Assigned task - How many lines of the entries below include the word "stream"? Answer with the number alone.
________________
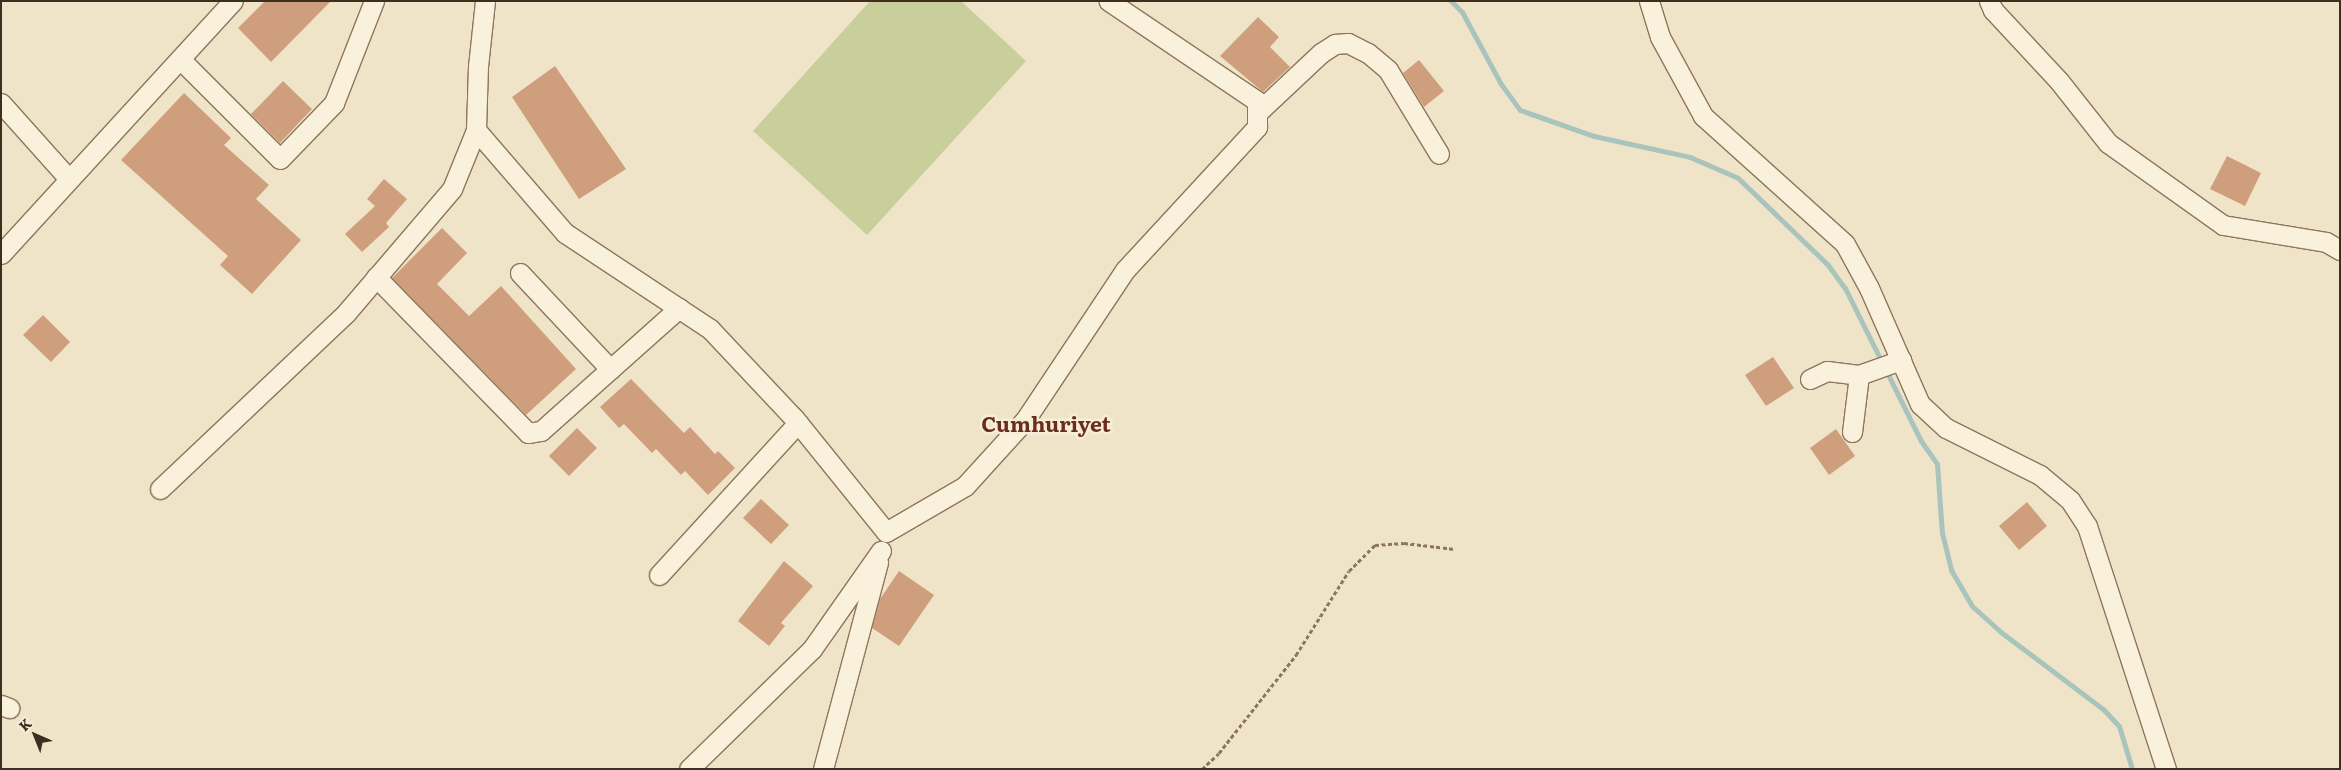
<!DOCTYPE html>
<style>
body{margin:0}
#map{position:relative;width:2341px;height:770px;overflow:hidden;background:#f0e4c8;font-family:Literata,serif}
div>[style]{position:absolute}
.green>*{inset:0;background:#c9cf9b}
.stream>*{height:5px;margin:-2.5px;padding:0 2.5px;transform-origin:2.5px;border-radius:2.5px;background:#a9c4bc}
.building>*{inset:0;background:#cf9f7d}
.path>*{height:3px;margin-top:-1.5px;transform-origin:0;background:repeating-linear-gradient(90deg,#8d765c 0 4px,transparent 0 6.5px)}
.roads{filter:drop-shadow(1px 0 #8d765c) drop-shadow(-1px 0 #8d765c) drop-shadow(0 1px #8d765c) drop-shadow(0 -1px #8d765c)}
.minor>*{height:19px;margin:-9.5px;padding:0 9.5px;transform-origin:9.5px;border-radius:9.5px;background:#faf1dc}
span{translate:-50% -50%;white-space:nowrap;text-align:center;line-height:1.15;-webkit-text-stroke:5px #f7eed8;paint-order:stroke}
.district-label{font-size:21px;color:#6b2e1e;font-weight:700}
.frame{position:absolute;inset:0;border:2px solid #3d2e20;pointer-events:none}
.north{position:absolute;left:10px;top:710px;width:50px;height:50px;-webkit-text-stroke:4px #f7eed8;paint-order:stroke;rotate:316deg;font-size:14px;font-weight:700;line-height:20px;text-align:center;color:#3d2e20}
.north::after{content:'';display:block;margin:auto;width:18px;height:22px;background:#3d2e20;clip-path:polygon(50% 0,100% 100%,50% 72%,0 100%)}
</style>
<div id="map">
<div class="green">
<div style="clip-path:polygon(870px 1px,961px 1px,1026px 61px,867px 235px,753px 131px)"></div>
</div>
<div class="stream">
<div style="left:1451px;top:1px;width:16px;rotate:45deg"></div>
<div style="left:1462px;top:12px;width:82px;rotate:61.6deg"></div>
<div style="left:1501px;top:84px;width:32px;rotate:54deg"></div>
<div style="left:1520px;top:110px;width:78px;rotate:19.4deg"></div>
<div style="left:1594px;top:136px;width:98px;rotate:12.3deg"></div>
<div style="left:1690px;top:157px;width:52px;rotate:23.6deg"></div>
<div style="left:1738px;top:178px;width:125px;rotate:44deg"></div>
<div style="left:1828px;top:265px;width:29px;rotate:54deg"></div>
<div style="left:1845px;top:288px;width:171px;rotate:63.6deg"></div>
<div style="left:1921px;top:441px;width:28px;rotate:55deg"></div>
<div style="left:1937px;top:464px;width:69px;rotate:85.9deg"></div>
<div style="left:1942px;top:533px;width:38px;rotate:76deg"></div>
<div style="left:1951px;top:570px;width:42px;rotate:59.7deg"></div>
<div style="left:1972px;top:606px;width:40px;rotate:42deg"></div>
<div style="left:2002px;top:633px;width:128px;rotate:37deg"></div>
<div style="left:2104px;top:710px;width:22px;rotate:47deg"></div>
<div style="left:2119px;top:726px;width:45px;rotate:73.2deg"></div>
</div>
<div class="building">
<div style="clip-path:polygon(265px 1px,331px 1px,271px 62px,238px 28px)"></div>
<div style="clip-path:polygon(1258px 17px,1279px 37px,1270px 47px,1290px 67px,1263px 92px,1220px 56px)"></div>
<div style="clip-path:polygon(1419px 60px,1444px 91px,1424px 107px,1403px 73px)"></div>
<div style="clip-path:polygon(555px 66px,626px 169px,579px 199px,512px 97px)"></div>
<div style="clip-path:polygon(283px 81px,312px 109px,280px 143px,251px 114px)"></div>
<div style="clip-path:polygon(184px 93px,231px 138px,224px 145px,269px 185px,256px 199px,301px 240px,252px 294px,220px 265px,228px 256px,121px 160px)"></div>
<div style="clip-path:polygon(2227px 156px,2261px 173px,2245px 206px,2210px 189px)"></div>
<div style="clip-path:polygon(384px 179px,407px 199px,386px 223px,389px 227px,362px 252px,345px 234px,375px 206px,367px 199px)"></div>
<div style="clip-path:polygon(442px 228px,467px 253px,437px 284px,469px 316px,501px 286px,576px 369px,526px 415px,392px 278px)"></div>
<div style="clip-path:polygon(43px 315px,70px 342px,51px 362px,23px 335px)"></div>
<div style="clip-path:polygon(1773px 357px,1794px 388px,1766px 406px,1745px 375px)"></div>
<div style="clip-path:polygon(631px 379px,684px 433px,690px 427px,715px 454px,718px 451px,735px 468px,708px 495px,685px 471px,681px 475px,656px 449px,652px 453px,624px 424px,619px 428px,600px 407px)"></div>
<div style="clip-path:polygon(577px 428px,597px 448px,569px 476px,549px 456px)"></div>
<div style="clip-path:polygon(1836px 429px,1855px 456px,1829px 475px,1810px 448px)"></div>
<div style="clip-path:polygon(761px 499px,789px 525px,771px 544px,743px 518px)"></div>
<div style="clip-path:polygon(2027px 502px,2047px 526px,2019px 550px,1999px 526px)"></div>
<div style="clip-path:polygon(784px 561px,813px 586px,781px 623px,785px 626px,769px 646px,738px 621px)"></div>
<div style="clip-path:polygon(899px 571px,934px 595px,899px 646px,872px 628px,880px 599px)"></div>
</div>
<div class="path">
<div style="left:1202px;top:769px;width:23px;rotate:-43deg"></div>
<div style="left:1219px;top:753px;width:125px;rotate:-51.8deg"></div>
<div style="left:1296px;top:655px;width:99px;rotate:-57.8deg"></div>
<div style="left:1349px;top:571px;width:37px;rotate:-45deg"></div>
<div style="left:1375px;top:545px;width:29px;rotate:-4deg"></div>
<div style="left:1404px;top:543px;width:51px;rotate:6.7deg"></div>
</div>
<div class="roads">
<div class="minor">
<div style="left:485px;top:1px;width:65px;rotate:96.1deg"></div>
<div style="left:478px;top:66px;width:64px;rotate:91.8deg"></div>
<div style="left:476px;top:130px;width:136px;rotate:49.2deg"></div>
<div style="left:565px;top:233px;width:174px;rotate:33.5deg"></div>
<div style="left:710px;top:329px;width:122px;rotate:46.7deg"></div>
<div style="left:794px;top:418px;width:146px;rotate:51.1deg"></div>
<div style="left:886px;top:532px;width:91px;rotate:-30.2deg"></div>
<div style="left:965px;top:486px;width:89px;rotate:-47.7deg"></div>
<div style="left:1025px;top:420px;width:180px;rotate:-56.3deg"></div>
<div style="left:1125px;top:270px;width:195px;rotate:-47.3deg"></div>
<div style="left:1257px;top:127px;width:26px;rotate:-90deg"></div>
<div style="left:1257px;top:101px;width:179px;rotate:-146deg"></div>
<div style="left:1649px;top:1px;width:38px;rotate:73deg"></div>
<div style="left:1660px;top:37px;width:90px;rotate:61.4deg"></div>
<div style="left:1703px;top:116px;width:191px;rotate:42deg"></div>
<div style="left:1845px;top:244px;width:50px;rotate:61.4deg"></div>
<div style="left:1869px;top:288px;width:127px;rotate:66.3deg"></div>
<div style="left:1920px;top:404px;width:35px;rotate:43deg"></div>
<div style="left:1946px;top:428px;width:105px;rotate:26.6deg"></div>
<div style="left:2040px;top:475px;width:39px;rotate:40deg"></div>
<div style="left:2070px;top:500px;width:31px;rotate:57deg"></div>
<div style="left:2087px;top:526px;width:256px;rotate:72deg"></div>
<div style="left:1989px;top:1px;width:10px;rotate:66deg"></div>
<div style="left:1993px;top:10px;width:97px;rotate:47.1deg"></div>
<div style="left:2059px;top:81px;width:79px;rotate:51.7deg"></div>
<div style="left:2108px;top:143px;width:141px;rotate:35.5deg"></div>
<div style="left:2223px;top:225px;width:104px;rotate:9.4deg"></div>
<div style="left:2326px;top:242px;width:16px;rotate:30deg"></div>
<div style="left:180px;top:59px;width:141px;rotate:45deg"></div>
<div style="left:280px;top:159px;width:78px;rotate:-46deg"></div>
<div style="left:334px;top:103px;width:110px;rotate:-68.6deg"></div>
<div style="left:1px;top:103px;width:102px;rotate:48.2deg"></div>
<div style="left:1257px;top:113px;width:88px;rotate:-43.2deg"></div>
<div style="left:1321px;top:53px;width:17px;rotate:-33deg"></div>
<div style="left:1335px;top:44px;width:13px;rotate:-4deg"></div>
<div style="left:1348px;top:43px;width:22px;rotate:27deg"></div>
<div style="left:1368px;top:53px;width:26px;rotate:40deg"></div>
<div style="left:1388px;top:70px;width:98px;rotate:58.7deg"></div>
<div style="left:1px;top:254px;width:343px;rotate:-47.5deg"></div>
<div style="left:520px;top:273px;width:132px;rotate:46.8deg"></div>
<div style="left:376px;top:277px;width:218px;rotate:45.7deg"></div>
<div style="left:528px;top:433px;width:13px;rotate:-9deg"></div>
<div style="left:541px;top:431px;width:185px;rotate:-41.7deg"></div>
<div style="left:1810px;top:379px;width:19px;rotate:-25deg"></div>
<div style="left:1827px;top:371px;width:32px;rotate:7deg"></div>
<div style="left:1859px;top:375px;width:45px;rotate:-19.7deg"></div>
<div style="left:1852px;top:432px;width:57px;rotate:-83deg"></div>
<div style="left:160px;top:489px;width:256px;rotate:-43.4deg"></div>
<div style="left:346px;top:313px;width:163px;rotate:-49.5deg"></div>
<div style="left:452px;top:189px;width:64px;rotate:-67.9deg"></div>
<div style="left:659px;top:575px;width:206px;rotate:-47.6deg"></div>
<div style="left:1px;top:705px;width:9px;rotate:21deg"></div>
<div style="left:689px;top:769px;width:172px;rotate:-44.3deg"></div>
<div style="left:812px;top:649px;width:120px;rotate:-54.9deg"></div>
<div style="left:823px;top:769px;width:214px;rotate:-75.1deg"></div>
</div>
</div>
<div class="district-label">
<span style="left:1046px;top:423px">Cumhuriyet</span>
</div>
<div class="frame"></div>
<div class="north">K</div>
</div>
________________
Response for this exercise - 2